I hadn't seen this wildflower before, but from my research I believe it to be Taperleaf Penstemon , classified as Penstemon attenuatus. The smallish , drooping flowers are a lovely shade of pinkish blue.
I have yet to identify this wildflower. It has a very tall stem with a cluster of small yellow flowers at the top. Anyone have a name for this one?
UPDATE 6-15-08 A reader has identified this as a member of the Groundsel family. (Thanks, Wesley!) There are so many different varieties, I haven't found the precise Latin name yet....will have to go back and look at the leaves in order to do that.
Naked Broomrape grows on a stem with no leaves. It is also parasitic, living off the roots of neighboring plants. This variety is Orobanche uniflora var. purpurea.
I had to include this photo of a wild strawberry. Though the flowers are a bit out of focus, you can see a very cute and tiny strawberry toward the bottom of the photo. :-)
I was too busy to get out and photograph the Camas this year, but this post would not be complete without a tribute to this beautiful indigenous wildflower. Below are some photos taken a couple of years ago.

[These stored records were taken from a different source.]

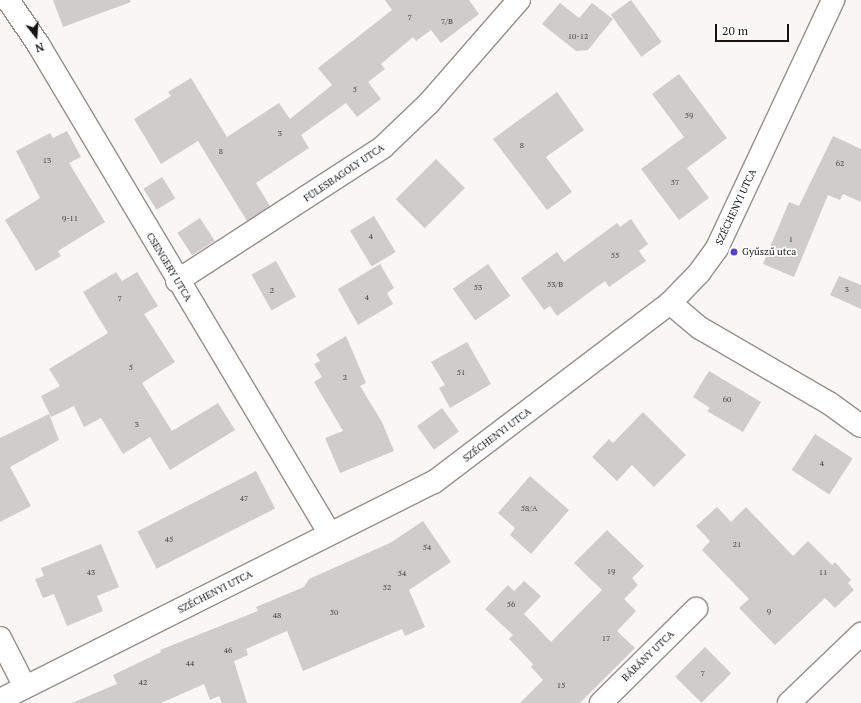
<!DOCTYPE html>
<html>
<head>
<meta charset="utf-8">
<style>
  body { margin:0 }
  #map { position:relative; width:861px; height:703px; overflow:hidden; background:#f9f6f4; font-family:"PT Serif",serif }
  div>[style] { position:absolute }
  .building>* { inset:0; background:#cfcccb; transform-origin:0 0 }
  .roads { filter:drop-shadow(1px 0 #93908e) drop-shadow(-1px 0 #93908e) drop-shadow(0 1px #93908e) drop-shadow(0 -1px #93908e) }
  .street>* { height:22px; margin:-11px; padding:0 11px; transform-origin:11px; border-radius:11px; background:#fff }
  .dots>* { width:11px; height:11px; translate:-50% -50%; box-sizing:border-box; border:2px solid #fff; border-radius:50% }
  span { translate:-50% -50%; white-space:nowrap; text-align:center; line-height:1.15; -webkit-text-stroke:3.5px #fff; paint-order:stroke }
  .number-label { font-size:8px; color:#444342 }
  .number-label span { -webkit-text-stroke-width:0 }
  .street-label { font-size:10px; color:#161514 }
  .poi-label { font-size:10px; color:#161514 }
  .left { translate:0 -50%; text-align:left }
  .north { position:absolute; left:16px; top:16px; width:40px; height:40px; -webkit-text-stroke:3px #fff; paint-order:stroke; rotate:163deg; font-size:11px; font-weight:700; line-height:16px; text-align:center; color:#161514 }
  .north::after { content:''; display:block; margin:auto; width:14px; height:18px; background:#161514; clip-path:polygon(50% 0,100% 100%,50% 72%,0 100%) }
  .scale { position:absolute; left:715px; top:24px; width:74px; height:18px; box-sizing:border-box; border:2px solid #161514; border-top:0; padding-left:5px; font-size:12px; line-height:14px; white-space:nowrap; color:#161514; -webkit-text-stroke:3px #fff; paint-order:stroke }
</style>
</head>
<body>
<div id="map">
  <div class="building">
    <div style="clip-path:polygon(53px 0,130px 0,131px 2px,63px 27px)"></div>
    <div style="clip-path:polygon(385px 0,469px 0,479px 14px,441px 43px,431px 30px,416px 41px,413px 37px,381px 64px,385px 69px,368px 82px,381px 99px,357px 117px,346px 103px,301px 135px,309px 148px,256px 183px,270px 206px,247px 221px,198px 141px,161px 164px,134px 119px,171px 96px,168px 92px,191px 78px,227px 137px,279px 103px,290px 119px,332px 85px,318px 68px,392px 10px)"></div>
    <div style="left:631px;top:0;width:52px;height:25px;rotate:54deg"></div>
    <div style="clip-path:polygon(560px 3px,579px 18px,592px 3px,613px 19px,588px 50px,576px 51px,542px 24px)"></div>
    <div style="clip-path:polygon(679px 74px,727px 138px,687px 168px,709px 198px,679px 220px,641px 169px,684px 137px,652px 94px)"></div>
    <div style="clip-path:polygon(557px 92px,584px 130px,546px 157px,572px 192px,547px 210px,493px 139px)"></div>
    <div style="clip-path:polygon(67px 131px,81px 157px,69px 163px,105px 222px,58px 251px,61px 256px,36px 271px,5px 220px,40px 198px,16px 151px,50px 133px,53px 138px)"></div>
    <div style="clip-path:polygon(833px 136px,861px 149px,861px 202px,843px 194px,840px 200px,828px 195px,794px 277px,763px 264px,789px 202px,799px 206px)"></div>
    <div style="left:436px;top:159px;width:41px;height:57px;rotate:45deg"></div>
    <div style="left:162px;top:177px;width:25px;height:22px;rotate:58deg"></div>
    <div style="left:374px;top:216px;width:42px;height:28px;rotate:59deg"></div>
    <div style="left:200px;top:218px;width:27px;height:27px;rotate:57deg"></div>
    <div style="clip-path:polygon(631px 219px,648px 244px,639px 251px,646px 261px,609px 287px,605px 281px,557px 316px,550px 306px,544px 310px,521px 278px,557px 252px,564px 262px,617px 223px,620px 227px)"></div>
    <div style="left:276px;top:261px;width:41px;height:28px;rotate:61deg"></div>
    <div style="clip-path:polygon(380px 264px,394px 288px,387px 293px,393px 304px,358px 325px,338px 289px)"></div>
    <div style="left:488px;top:264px;width:39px;height:43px;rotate:55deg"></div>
    <div style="clip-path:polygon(116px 272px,122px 281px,137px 272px,158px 306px,144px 314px,175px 362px,142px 383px,172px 431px,218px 403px,235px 430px,170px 470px,150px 437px,123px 454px,101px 418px,84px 427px,74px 406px,51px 417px,41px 396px,60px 386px,49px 369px,108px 333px,83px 292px)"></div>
    <div style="clip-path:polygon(839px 276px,861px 285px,861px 309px,830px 295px)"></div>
    <div style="clip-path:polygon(346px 336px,366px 383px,360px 386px,382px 422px,394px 451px,340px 473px,325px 438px,343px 431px,314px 382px,322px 377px,314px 364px,320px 361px,316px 354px)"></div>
    <div style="clip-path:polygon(467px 342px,491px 384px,450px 408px,439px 388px,445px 385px,431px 362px)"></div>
    <div style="clip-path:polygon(709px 371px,761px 402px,743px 432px,707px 411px,710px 408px,693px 397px)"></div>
    <div style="left:442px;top:408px;width:29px;height:31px;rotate:54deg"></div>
    <div style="clip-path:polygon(643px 412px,686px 455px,654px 487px,632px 465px,617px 481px,592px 457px,609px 439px,613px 443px)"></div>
    <div style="clip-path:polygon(49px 414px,59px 440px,10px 467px,31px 506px,0 522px,0 438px)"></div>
    <div style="left:815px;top:434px;width:45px;height:43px;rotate:33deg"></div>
    <div style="left:256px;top:471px;width:42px;height:133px;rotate:63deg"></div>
    <div style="clip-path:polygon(530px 476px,569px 510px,531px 554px,510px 535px,515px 528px,498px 513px)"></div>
    <div style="clip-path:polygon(717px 507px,731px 522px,746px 507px,793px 556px,808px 541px,832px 565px,835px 562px,851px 580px,848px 583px,854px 590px,835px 608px,825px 598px,775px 645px,739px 608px,749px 599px,702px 550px,710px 541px,696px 526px)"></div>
    <div style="clip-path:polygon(423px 521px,451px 562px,409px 590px,425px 627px,405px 636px,402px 629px,303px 671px,287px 631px,246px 649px,248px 655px,234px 661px,247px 703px,222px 703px,219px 696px,210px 700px,204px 684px,161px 703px,72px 703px,117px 684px,113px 675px,161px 652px,160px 650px,258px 611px,256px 607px,304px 587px,309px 579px,390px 543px)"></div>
    <div style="clip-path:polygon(607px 530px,644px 566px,632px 578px,638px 585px,624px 599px,636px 611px,617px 631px,635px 648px,580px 703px,520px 703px,543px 680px,531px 667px,533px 664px,509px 639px,513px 635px,485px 609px,508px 585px,514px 591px,524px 581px,541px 596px,524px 614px,551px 642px,602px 590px,574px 563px)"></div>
    <div style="clip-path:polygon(101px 544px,119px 587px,97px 596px,103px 611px,67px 626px,54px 594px,43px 598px,35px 579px,44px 576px,41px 568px)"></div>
    <div style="left:705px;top:647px;width:37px;height:42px;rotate:45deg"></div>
  </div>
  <div class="roads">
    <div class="street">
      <div style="left:8px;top:0;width:53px;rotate:55.7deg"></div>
      <div style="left:38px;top:44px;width:570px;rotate:59.21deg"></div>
      <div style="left:177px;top:281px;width:246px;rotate:-33deg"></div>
      <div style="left:383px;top:147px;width:64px;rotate:-43.7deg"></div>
      <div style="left:429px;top:103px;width:137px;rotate:-48.9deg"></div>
      <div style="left:670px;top:303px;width:39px;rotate:40deg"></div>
      <div style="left:700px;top:328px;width:149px;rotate:30.2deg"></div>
      <div style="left:829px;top:403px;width:39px;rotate:36deg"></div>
      <div style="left:0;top:638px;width:55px;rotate:63deg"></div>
      <div style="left:0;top:700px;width:486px;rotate:-26.7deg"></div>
      <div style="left:434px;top:482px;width:296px;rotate:-37.2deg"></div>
      <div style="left:670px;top:303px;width:42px;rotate:-46deg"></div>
      <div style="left:699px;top:273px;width:31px;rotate:-54deg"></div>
      <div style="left:717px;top:248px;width:274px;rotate:-64.9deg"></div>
      <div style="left:601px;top:703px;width:134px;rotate:-44.7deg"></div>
      <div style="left:789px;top:703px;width:100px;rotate:-43.8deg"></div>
    </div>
  </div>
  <div class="dots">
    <div style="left:734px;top:252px;background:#5844bc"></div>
  </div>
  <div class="number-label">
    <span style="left:410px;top:18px">7</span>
    <span style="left:447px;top:22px">7/B</span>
    <span style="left:578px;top:37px">10-12</span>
    <span style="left:355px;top:90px">5</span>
    <span style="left:689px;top:116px">59</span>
    <span style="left:280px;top:134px">3</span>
    <span style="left:522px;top:146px">8</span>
    <span style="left:221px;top:152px">8</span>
    <span style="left:47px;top:161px">13</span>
    <span style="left:840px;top:164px">62</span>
    <span style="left:675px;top:183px">57</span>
    <span style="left:70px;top:219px">9-11</span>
    <span style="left:371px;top:237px">4</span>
    <span style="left:791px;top:240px">1</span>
    <span style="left:615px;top:256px">55</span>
    <span style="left:555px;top:285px">53/B</span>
    <span style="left:478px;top:288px">53</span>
    <span style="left:847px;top:290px">3</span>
    <span style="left:272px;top:291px">2</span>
    <span style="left:367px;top:298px">4</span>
    <span style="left:120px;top:299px">7</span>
    <span style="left:131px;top:368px">5</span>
    <span style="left:461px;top:373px">51</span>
    <span style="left:345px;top:378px">2</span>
    <span style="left:727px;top:400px">60</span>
    <span style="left:137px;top:425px">3</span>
    <span style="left:822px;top:464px">4</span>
    <span style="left:244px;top:499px">47</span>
    <span style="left:529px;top:509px">58/A</span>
    <span style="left:169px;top:540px">45</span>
    <span style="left:737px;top:545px">21</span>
    <span style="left:427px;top:548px">54</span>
    <span style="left:611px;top:572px">19</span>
    <span style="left:91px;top:573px">43</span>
    <span style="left:823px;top:573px">11</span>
    <span style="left:402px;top:574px">54</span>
    <span style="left:387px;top:588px">52</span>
    <span style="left:511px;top:605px">56</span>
    <span style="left:769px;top:612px">9</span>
    <span style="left:334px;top:613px">50</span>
    <span style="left:277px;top:616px">48</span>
    <span style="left:606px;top:639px">17</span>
    <span style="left:228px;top:651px">46</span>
    <span style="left:190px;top:664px">44</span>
    <span style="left:703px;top:674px">7</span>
    <span style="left:143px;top:683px">42</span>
    <span style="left:561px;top:686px">15</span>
  </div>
  <div class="street-label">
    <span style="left:344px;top:173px;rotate:-34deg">FÜLESBAGOLY UTCA</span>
    <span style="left:736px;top:207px;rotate:-65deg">SZÉCHENYI UTCA</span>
    <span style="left:169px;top:267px;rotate:59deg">CSENGERY UTCA</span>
    <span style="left:497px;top:435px;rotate:-37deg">SZÉCHENYI UTCA</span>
    <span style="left:215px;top:592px;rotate:-27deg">SZÉCHENYI UTCA</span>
    <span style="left:648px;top:656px;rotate:-44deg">BÁRÁNY UTCA</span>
  </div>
  <div class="poi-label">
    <span class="left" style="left:742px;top:252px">Gyűszű utca</span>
  </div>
  <div class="north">N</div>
  <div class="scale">20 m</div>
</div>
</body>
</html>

A field of Camassia quamash, just a few miles down the road from our house. The one to two-inch bulbs are edible, and were a delicacy among the Nez Perce Indians of this area, who would steam or pit-cook them to bring out the sweet flavor. It grows wild in meadows, moist lowlands, along the edges of prairies and on bluff or rock outcroppings. A field of blue camas in bloom is a sight to behold! The higher elevation area surrounding our beautiful valley is called the Camas Prairie, in honor of this lovely plant.